→ Your objective:
Check each line of the listing for the word "white" and report how many lines contain it, giving nothing but the number.

→ Raw data:
--

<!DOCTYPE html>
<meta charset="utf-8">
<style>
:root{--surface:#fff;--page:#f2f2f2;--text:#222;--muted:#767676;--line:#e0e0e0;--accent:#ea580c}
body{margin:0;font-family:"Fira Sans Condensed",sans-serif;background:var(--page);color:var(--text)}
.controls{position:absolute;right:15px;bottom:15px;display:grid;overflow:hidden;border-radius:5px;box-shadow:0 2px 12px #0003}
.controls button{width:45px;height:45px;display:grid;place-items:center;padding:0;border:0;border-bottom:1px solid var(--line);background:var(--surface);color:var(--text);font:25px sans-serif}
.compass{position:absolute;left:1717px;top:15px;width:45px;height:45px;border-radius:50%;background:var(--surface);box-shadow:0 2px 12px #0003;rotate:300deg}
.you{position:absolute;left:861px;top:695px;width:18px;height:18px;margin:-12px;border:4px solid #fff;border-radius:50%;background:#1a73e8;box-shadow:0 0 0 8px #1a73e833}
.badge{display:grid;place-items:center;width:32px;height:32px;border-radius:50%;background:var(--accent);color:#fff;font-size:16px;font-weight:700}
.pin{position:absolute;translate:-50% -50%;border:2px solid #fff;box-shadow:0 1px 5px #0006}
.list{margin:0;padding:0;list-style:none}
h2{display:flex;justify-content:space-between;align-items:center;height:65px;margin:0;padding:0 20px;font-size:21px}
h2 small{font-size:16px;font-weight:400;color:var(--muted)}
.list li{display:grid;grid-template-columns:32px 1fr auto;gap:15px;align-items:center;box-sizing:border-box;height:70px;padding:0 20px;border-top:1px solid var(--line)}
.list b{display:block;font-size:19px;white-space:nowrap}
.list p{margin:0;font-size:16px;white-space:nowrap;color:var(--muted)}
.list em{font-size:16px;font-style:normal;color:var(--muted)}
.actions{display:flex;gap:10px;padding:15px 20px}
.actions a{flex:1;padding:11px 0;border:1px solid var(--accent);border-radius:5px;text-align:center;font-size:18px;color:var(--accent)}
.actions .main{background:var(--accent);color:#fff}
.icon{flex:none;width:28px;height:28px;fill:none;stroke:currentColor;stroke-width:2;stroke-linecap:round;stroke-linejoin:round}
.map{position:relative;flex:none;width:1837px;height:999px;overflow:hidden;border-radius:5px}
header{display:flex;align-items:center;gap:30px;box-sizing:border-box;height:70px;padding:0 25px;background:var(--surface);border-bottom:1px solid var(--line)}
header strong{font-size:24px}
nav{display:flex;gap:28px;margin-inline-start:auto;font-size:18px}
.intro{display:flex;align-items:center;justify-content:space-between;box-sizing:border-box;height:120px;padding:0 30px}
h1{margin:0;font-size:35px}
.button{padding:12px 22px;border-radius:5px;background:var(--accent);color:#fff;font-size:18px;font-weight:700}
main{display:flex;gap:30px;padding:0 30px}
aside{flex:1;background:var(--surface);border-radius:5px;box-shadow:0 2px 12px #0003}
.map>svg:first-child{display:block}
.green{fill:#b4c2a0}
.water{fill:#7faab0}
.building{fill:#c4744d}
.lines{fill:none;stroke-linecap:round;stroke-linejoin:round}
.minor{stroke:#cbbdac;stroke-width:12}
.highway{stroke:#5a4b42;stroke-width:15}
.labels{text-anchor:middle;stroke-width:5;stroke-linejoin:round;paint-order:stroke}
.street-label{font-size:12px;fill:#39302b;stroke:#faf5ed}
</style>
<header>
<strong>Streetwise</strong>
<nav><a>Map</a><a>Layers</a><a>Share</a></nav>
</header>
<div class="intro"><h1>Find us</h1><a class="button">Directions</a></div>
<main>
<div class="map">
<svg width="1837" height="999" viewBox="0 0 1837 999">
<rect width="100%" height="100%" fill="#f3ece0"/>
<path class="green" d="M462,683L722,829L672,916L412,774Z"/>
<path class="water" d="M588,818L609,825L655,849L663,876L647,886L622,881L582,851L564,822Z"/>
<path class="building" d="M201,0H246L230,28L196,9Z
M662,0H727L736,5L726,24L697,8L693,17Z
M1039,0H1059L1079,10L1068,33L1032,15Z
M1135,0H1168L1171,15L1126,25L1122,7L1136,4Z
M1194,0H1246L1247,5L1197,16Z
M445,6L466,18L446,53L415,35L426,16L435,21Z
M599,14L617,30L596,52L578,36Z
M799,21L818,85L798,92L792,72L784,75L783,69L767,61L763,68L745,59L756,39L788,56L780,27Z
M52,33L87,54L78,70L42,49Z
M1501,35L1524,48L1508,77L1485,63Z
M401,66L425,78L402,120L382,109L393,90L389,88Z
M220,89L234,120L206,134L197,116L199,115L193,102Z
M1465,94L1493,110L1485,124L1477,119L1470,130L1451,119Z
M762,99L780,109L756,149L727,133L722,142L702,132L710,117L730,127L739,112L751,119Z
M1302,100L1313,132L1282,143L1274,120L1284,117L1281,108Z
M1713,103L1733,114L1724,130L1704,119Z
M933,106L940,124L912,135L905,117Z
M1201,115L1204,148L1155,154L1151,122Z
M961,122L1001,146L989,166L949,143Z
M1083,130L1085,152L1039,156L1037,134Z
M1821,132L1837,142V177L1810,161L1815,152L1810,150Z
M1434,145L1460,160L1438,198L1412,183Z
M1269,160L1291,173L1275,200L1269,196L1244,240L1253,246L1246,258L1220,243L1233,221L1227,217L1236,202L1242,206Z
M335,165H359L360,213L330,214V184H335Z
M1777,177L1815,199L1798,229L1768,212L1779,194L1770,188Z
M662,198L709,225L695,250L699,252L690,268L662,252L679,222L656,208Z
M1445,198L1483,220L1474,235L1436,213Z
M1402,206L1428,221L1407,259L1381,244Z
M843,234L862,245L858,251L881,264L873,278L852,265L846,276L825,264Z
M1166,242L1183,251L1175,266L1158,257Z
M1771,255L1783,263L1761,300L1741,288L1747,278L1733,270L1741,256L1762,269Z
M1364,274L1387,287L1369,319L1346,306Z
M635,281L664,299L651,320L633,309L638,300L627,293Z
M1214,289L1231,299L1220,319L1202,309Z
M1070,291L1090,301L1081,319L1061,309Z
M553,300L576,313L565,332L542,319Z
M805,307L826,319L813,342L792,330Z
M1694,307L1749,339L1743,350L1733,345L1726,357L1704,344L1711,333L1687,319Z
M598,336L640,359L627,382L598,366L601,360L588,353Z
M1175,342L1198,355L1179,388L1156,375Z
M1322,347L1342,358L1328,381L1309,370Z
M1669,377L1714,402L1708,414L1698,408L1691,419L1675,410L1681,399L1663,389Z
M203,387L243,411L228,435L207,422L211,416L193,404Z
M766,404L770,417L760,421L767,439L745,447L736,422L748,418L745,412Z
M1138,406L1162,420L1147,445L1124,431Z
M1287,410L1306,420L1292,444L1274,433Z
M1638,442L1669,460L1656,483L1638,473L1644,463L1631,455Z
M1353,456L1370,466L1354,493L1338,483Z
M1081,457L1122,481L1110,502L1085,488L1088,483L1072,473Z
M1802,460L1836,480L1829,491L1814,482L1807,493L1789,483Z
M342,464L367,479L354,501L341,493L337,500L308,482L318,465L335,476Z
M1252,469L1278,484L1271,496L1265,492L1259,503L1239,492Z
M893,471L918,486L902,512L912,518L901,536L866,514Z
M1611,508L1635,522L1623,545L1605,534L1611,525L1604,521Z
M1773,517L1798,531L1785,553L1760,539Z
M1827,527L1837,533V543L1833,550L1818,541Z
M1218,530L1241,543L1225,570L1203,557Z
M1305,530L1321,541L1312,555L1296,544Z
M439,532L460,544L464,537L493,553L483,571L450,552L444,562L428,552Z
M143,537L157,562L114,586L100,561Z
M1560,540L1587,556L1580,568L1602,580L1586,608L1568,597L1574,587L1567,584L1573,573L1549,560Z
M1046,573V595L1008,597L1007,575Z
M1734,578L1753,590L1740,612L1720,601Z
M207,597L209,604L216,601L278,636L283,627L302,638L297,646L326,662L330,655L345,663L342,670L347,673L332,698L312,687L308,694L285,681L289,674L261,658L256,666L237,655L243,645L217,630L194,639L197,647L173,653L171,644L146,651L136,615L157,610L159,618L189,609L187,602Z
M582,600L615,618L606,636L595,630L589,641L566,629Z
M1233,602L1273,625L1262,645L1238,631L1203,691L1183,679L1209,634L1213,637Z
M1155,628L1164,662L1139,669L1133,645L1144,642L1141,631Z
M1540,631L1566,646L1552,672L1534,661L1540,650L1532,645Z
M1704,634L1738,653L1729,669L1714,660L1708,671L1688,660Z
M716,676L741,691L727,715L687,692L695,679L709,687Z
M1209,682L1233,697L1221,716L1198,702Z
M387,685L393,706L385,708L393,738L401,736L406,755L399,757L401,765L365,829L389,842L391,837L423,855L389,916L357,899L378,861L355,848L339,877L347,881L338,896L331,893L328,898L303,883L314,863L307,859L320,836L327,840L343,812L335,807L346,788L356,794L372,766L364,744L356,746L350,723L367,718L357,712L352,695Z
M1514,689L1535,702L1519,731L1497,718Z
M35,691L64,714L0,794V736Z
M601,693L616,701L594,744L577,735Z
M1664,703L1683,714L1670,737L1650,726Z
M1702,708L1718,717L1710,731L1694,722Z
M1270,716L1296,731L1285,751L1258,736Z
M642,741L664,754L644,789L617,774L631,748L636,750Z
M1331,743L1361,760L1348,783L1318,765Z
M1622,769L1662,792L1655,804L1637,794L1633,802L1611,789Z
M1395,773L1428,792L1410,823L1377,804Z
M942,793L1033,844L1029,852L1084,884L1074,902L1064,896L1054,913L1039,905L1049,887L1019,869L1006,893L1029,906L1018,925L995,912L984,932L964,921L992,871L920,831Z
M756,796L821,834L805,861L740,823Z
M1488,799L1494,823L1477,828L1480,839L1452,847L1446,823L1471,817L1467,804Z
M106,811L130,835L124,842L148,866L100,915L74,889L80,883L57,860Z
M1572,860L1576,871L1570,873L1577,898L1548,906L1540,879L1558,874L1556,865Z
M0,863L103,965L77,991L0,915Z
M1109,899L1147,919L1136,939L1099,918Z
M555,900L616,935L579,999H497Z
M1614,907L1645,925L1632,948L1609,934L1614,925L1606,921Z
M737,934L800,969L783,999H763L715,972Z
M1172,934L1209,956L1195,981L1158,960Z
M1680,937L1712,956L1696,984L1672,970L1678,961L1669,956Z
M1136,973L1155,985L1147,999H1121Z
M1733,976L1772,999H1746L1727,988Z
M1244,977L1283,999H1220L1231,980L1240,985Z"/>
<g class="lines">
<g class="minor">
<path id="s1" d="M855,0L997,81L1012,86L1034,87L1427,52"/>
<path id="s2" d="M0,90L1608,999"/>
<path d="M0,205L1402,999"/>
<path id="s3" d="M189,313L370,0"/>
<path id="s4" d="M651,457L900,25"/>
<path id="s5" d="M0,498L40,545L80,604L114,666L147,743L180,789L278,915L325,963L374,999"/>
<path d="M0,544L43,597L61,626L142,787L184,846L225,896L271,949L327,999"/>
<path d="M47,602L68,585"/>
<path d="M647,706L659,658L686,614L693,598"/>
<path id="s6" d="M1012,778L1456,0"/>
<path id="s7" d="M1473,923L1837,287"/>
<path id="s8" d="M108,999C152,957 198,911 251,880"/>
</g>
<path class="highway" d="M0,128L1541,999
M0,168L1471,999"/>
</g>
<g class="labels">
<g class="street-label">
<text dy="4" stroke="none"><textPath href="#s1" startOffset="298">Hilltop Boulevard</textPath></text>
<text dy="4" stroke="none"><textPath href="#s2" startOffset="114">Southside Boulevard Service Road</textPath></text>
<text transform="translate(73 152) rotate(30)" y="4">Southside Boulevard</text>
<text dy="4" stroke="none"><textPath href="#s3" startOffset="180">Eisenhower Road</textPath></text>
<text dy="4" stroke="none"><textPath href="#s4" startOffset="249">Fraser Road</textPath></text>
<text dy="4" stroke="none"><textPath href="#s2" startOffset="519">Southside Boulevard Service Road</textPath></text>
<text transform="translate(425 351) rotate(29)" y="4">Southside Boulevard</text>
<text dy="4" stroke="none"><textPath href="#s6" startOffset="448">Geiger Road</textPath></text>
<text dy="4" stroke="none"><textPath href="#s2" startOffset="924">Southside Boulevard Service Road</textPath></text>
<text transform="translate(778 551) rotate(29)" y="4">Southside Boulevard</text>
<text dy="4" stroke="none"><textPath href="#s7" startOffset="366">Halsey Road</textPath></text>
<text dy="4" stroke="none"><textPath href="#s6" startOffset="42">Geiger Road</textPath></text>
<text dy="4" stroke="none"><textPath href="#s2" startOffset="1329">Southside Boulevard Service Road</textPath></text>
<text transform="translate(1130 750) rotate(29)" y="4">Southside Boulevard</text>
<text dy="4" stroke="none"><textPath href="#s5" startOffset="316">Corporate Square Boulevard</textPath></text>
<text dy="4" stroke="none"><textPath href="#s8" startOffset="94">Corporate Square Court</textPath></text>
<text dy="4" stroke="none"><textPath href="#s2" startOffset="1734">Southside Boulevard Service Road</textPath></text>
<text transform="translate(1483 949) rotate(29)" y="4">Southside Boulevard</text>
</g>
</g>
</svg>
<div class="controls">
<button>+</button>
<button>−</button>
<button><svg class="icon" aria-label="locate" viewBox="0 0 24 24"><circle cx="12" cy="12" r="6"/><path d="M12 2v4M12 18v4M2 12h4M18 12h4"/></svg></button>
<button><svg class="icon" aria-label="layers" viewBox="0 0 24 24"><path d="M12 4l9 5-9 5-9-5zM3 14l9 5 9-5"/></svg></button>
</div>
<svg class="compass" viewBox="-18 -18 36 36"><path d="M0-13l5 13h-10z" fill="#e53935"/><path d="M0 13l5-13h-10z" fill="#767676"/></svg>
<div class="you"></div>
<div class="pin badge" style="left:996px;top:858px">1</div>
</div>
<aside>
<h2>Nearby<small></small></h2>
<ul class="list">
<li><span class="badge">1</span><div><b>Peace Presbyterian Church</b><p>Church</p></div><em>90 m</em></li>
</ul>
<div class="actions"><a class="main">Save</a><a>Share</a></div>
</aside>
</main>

--

→ Task result:
2